Stored items
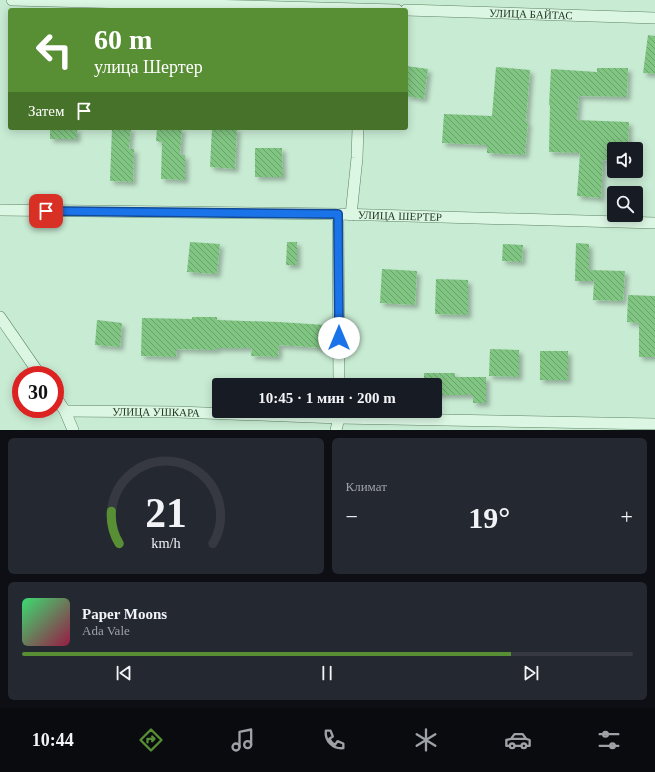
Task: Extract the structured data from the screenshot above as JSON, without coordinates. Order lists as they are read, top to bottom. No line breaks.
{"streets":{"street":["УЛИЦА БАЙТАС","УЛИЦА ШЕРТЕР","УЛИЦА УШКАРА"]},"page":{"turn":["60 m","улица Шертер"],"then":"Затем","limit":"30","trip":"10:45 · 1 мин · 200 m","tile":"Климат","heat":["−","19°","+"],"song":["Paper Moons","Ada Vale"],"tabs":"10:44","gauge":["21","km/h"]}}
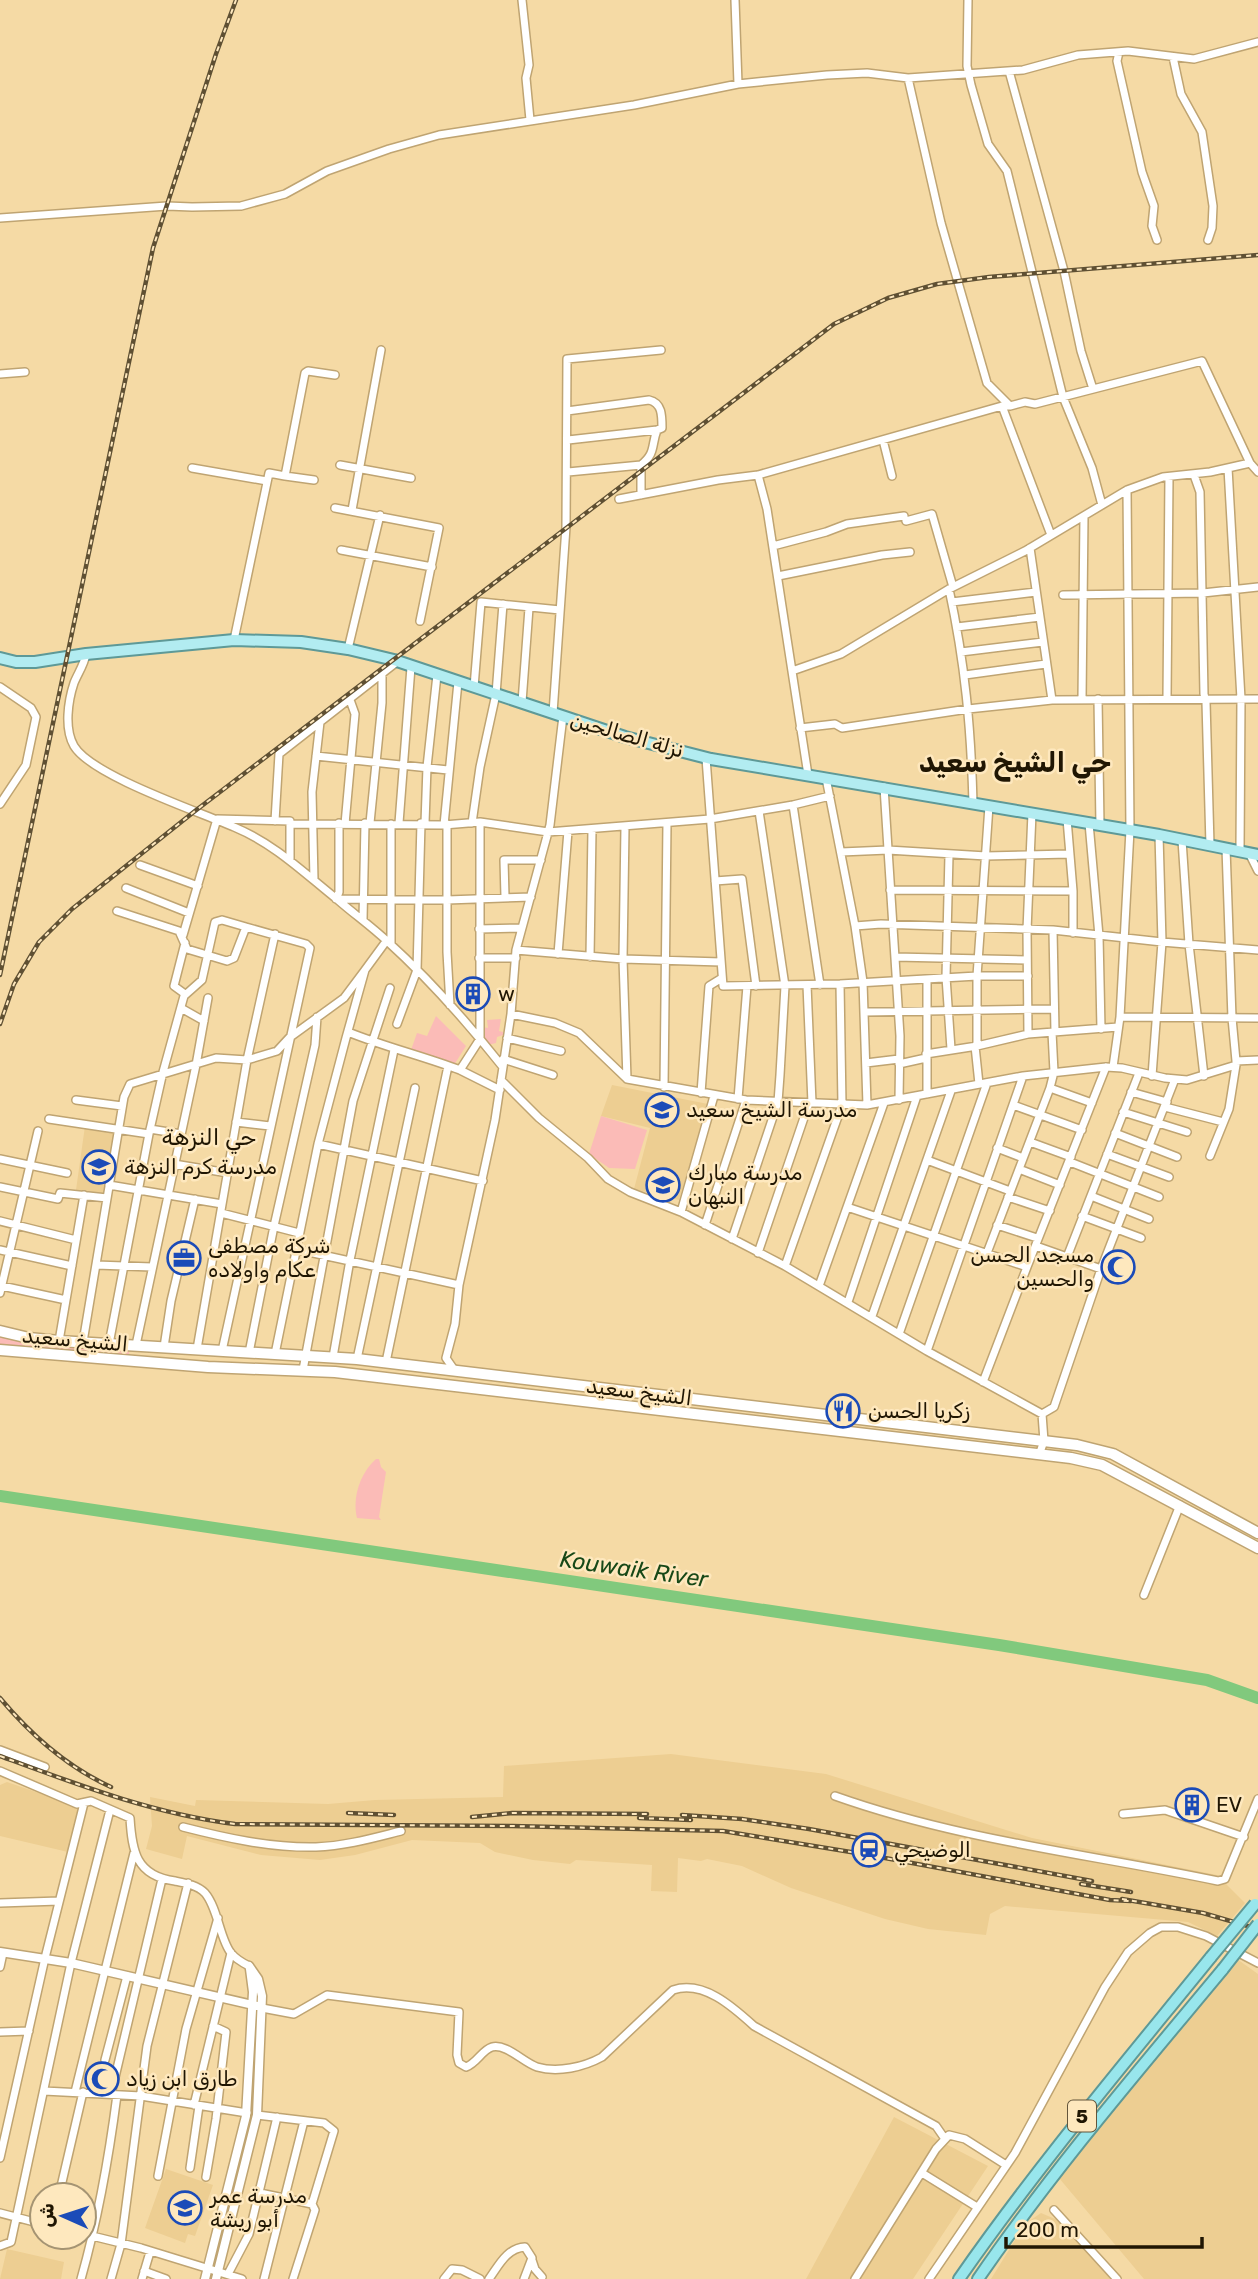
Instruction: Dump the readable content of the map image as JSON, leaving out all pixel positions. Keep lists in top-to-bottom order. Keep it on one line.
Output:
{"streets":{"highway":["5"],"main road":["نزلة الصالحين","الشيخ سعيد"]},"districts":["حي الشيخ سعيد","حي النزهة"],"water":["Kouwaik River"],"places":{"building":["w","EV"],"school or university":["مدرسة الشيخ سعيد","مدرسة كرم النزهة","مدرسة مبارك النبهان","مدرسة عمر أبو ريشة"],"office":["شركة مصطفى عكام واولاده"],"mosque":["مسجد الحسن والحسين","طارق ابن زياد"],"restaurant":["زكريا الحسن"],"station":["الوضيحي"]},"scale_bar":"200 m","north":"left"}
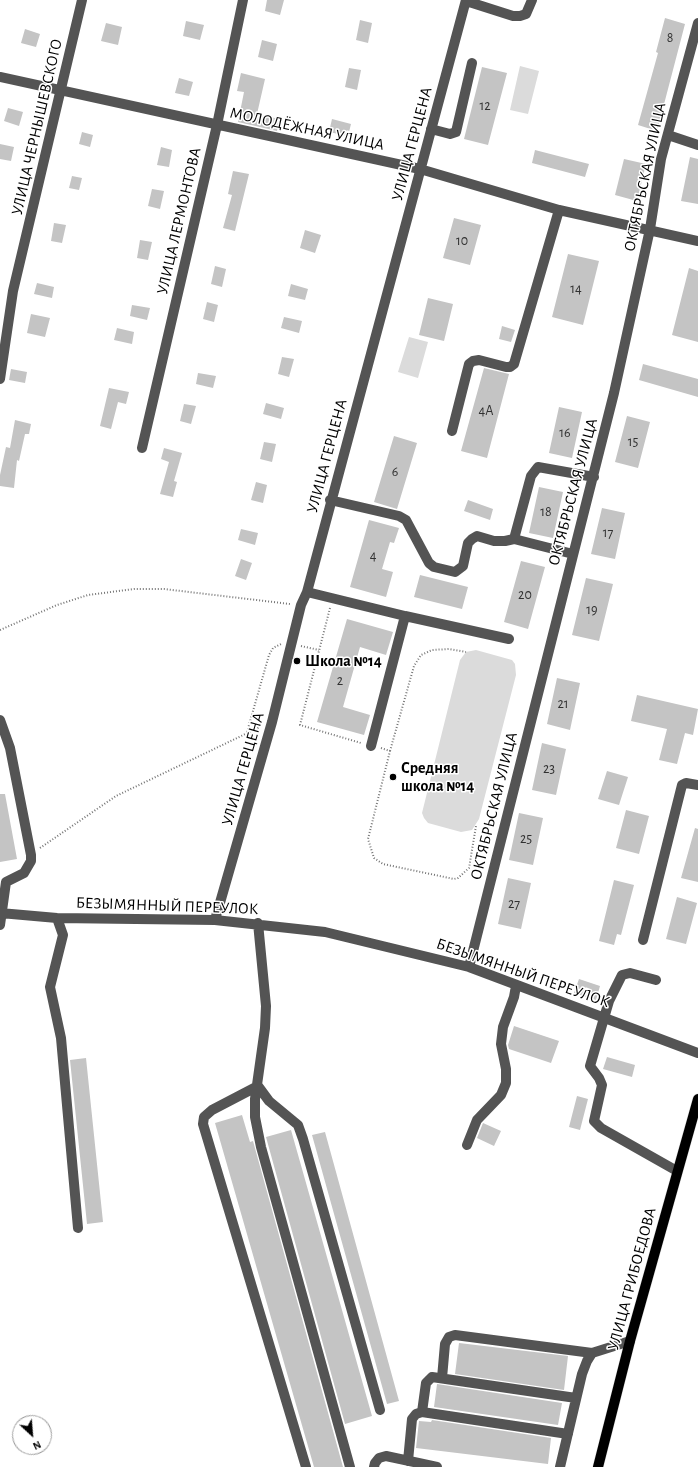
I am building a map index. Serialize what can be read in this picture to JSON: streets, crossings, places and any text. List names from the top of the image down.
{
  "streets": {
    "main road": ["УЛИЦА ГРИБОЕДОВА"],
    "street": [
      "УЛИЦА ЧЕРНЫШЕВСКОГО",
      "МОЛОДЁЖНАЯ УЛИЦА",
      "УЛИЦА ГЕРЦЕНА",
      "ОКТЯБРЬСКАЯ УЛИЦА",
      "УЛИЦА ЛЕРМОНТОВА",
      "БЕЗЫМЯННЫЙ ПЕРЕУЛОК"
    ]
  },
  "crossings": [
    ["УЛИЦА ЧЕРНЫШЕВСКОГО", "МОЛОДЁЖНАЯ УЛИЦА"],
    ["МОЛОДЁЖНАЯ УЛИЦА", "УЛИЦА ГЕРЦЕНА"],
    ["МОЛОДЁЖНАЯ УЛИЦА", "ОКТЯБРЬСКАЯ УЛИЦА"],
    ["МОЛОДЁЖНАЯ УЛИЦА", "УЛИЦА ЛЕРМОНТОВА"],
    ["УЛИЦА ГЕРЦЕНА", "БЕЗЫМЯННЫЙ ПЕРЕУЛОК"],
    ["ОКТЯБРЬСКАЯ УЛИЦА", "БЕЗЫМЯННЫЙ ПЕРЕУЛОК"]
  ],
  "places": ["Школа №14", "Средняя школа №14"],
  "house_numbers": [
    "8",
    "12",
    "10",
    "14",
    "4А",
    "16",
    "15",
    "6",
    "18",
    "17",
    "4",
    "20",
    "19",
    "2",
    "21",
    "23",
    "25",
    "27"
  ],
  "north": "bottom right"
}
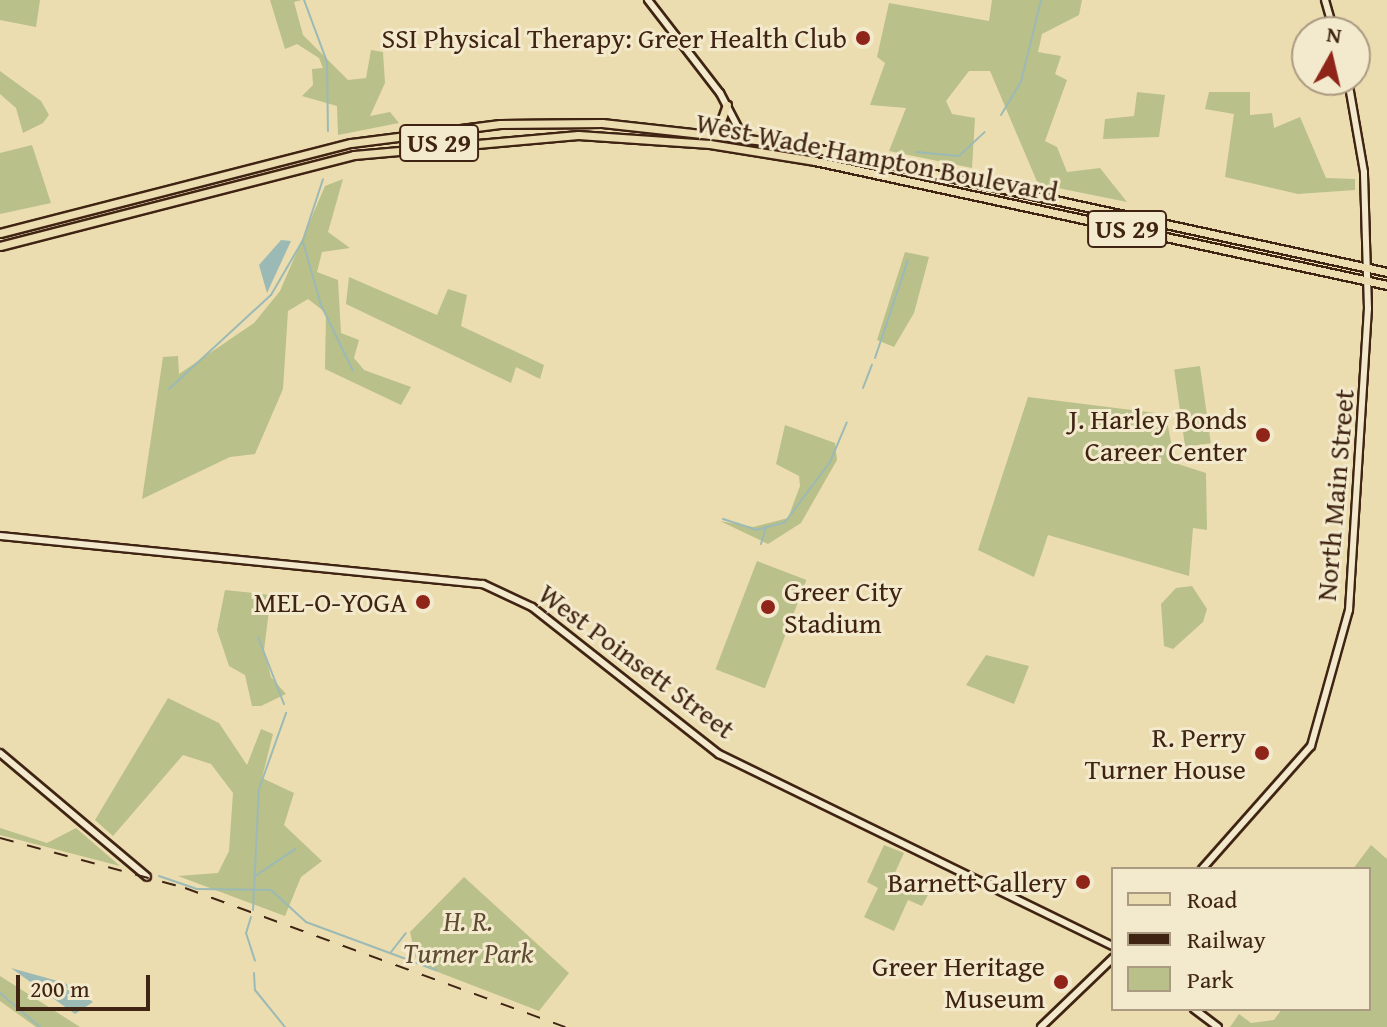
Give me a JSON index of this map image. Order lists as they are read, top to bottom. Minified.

> _Your task_
Output the entries verbatim but drop the images.

> _Your response_
Task: Extract the structured data from the screenshot above as JSON, without coordinates. Order lists as they are read, top to bottom. No line breaks.
{"streets":{"street":["УЛИЦА БАЙТАС","УЛИЦА ШЕРТЕР","УЛИЦА УШКАРА"]},"page":{"turn":["60 m","улица Шертер"],"then":"Затем","limit":"30","trip":"10:45 · 1 мин · 200 m","tile":"Климат","heat":["−","19°","+"],"song":["Paper Moons","Ada Vale"],"tabs":"10:44","gauge":["21","km/h"]}}
Instruction: Dump the readable content of the map image as JSON, leaving out all pixel positions. Keep lists in top-to-bottom order. Keep it on one line.
Output:
{"streets":{"highway":["5"],"main road":["نزلة الصالحين","الشيخ سعيد"]},"districts":["حي الشيخ سعيد","حي النزهة"],"water":["Kouwaik River"],"places":{"building":["w","EV"],"school or university":["مدرسة الشيخ سعيد","مدرسة كرم النزهة","مدرسة مبارك النبهان","مدرسة عمر أبو ريشة"],"office":["شركة مصطفى عكام واولاده"],"mosque":["مسجد الحسن والحسين","طارق ابن زياد"],"restaurant":["زكريا الحسن"],"station":["الوضيحي"]},"scale_bar":"200 m","north":"left"}
I am building a map index. Serialize what can be read in this picture to JSON: streets, crossings, places and any text. List names from the top of the image down.
{
  "streets": {
    "main road": ["УЛИЦА ГРИБОЕДОВА"],
    "street": [
      "УЛИЦА ЧЕРНЫШЕВСКОГО",
      "МОЛОДЁЖНАЯ УЛИЦА",
      "УЛИЦА ГЕРЦЕНА",
      "ОКТЯБРЬСКАЯ УЛИЦА",
      "УЛИЦА ЛЕРМОНТОВА",
      "БЕЗЫМЯННЫЙ ПЕРЕУЛОК"
    ]
  },
  "crossings": [
    ["УЛИЦА ЧЕРНЫШЕВСКОГО", "МОЛОДЁЖНАЯ УЛИЦА"],
    ["МОЛОДЁЖНАЯ УЛИЦА", "УЛИЦА ГЕРЦЕНА"],
    ["МОЛОДЁЖНАЯ УЛИЦА", "ОКТЯБРЬСКАЯ УЛИЦА"],
    ["МОЛОДЁЖНАЯ УЛИЦА", "УЛИЦА ЛЕРМОНТОВА"],
    ["УЛИЦА ГЕРЦЕНА", "БЕЗЫМЯННЫЙ ПЕРЕУЛОК"],
    ["ОКТЯБРЬСКАЯ УЛИЦА", "БЕЗЫМЯННЫЙ ПЕРЕУЛОК"]
  ],
  "places": ["Школа №14", "Средняя школа №14"],
  "house_numbers": [
    "8",
    "12",
    "10",
    "14",
    "4А",
    "16",
    "15",
    "6",
    "18",
    "17",
    "4",
    "20",
    "19",
    "2",
    "21",
    "23",
    "25",
    "27"
  ],
  "north": "bottom right"
}
Give me a JSON index of this map image. Order lists as they are read, top to bottom. Minified.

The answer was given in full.